Mr. Justice Frankfurter
delivered the opinion of the Court.
These proceedings grow out of a suit in equity brought by the Attorney General in 1935 to enforce the anti
trust laws. That suit was terminated by a consent decree the terms of which specifically reserved certain rights to the Panhandle Eastern Pipe Line Company. The issues here revolve around the scope of those provisions of the decree.

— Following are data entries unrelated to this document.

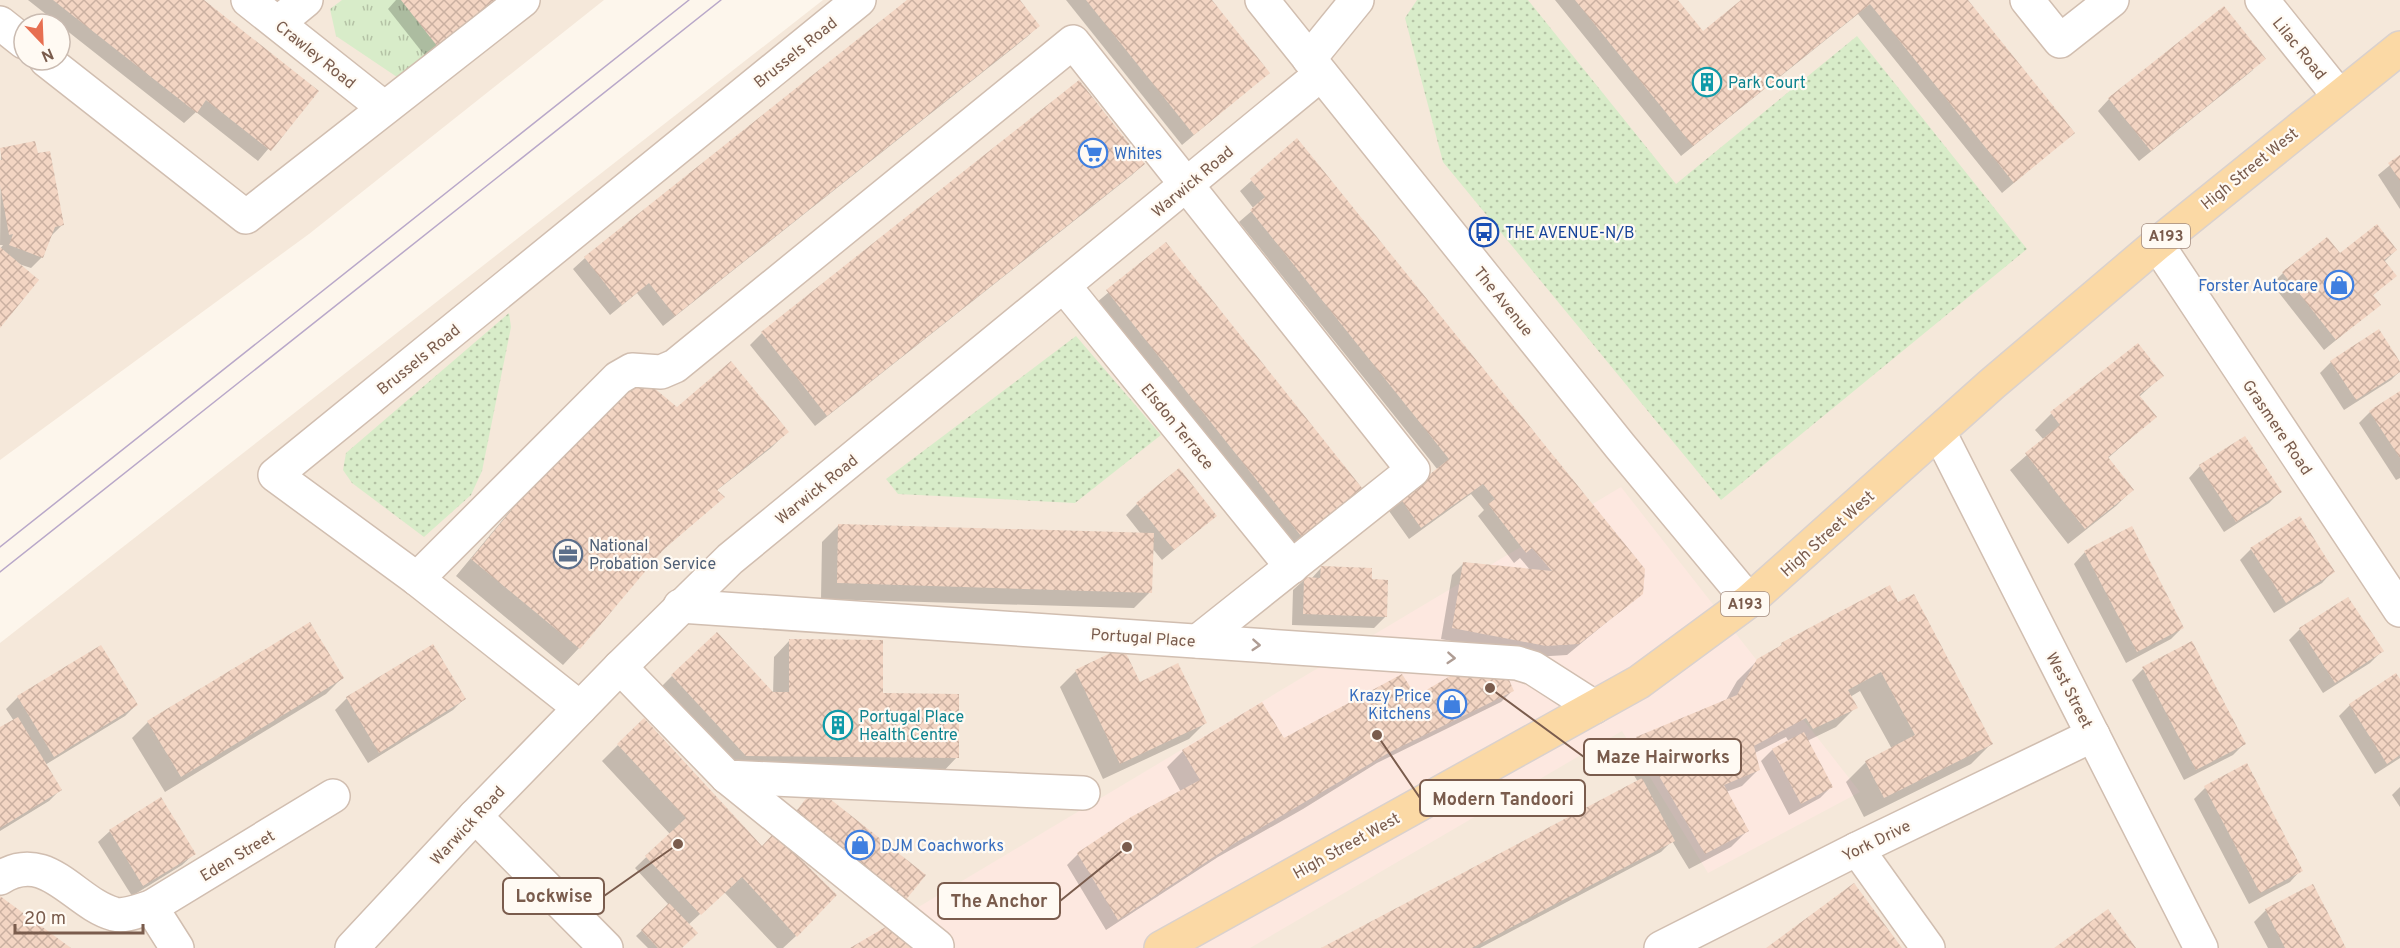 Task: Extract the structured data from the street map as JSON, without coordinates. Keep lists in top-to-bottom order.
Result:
{
  "streets": {
    "main road": ["High Street West", "A193"],
    "street": [
      "Lilac Road",
      "Brussels Road",
      "Crawley Road",
      "Warwick Road",
      "The Avenue",
      "Elsdon Terrace",
      "Grasmere Road",
      "Portugal Place",
      "West Street",
      "York Drive",
      "Eden Street"
    ]
  },
  "crossings": [
    ["Lilac Road", "High Street West"],
    ["Brussels Road", "Warwick Road"],
    ["High Street West", "The Avenue"],
    ["High Street West", "Grasmere Road"],
    ["High Street West", "Portugal Place"],
    ["High Street West", "West Street"],
    ["Warwick Road", "The Avenue"],
    ["Warwick Road", "Elsdon Terrace"],
    ["Warwick Road", "Portugal Place"],
    ["West Street", "York Drive"]
  ],
  "one_way": ["Portugal Place"],
  "places": {
    "building": ["Park Court", "Portugal Place Health Centre"],
    "supermarket": ["Whites"],
    "bus stop": ["THE AVENUE-N/B"],
    "shop": ["Forster Autocare", "Krazy Price Kitchens", "DJM Coachworks"],
    "office": ["National Probation Service"],
    "other": [
      "Maze Hairworks",
      "Modern Tandoori",
      "Lockwise",
      "The Anchor"
    ]
  },
  "scale_bar": "20 m",
  "north": "bottom right"
} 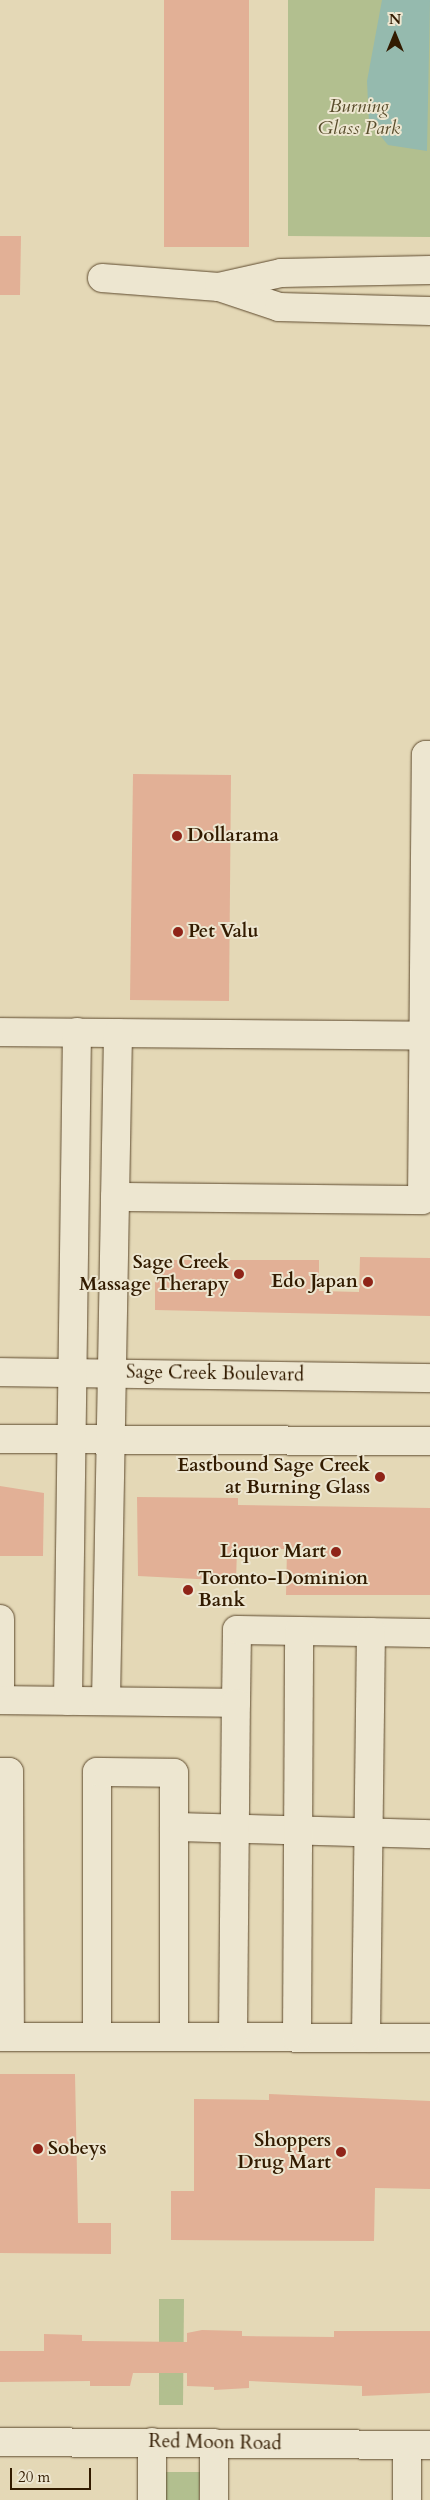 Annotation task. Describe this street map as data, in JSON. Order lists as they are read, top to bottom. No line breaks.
{"streets":{"street":["Sage Creek Boulevard","Red Moon Road"]},"parks":["Burning Glass Park"],"places":["Dollarama","Pet Valu","Sage Creek Massage Therapy","Edo Japan","Eastbound Sage Creek at Burning Glass","Liquor Mart","Toronto-Dominion Bank","Sobeys","Shoppers Drug Mart"],"scale_bar":"20 m","north":"top"}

In its bill the Government charged that Columbia Gas & Electric Corporation and its controlled instrumentality, Columbia Oil & Gasoline Corporation, together with individual defendants, had conspired, for the benefit of Columbia Gas, to shut out operation in the Indiana-Ohio-Michigan area by the Panhandle Company, which had built a natural gas pipe line from the Texas fields to the border of Indiana. Panhandle was an offspring of Missouri-Kansas Pipe Line Company (hereafter called Mokan), which, at the inception of the Government’s suit, still owned half of Panhandle’s stock and held half its junior debt. Columbia Gas, it was charged, had a practical monopoly of natural gas in the market which Panhandle proposed to enter, and to maintain this monopoly Columbia Gas acquired domination of Panhandle through the acquisition by Columbia Oil of half of Panhandle’s stock and junior debt and its whole senior debt. These acts stifled, so it was claimed, Panhandle’s-potential competition, rendered it insolvent, and forced Mokan into receivership.
The consent decree sought to assure opportunities for competition by Panhandle. Deeming the terms of the decree inadequate for its purpose, the Government in 1939 reopened the proceedings. The defendants proposed modifications of the decree by a plan which the district court referred to a master. After the master’s report approving the plan had been submitted but before the district court had acted upon it, two attempts to intervene were made on behalf of Panhandle. The de
nial of these two motions by the district court is the basis of the appeals here which come to us directly under the Expediting Act, 32 Stat. 823, as amended, 15 U. S. C. § 29. In No. 268 Mokan, as a stockholder of Panhandle, made the appropriate allegations as to the unwillingness of those responsible for the actions of the corporation to protect its interests, and moved to intervene on behalf of Panhandle. In No. 269, the motion purported to be made in Panhandle’s name. In addition to the formal parties, the City of Detroit was heard here as
amicus curiae
because of its interest in the supply of gas by Panhandle.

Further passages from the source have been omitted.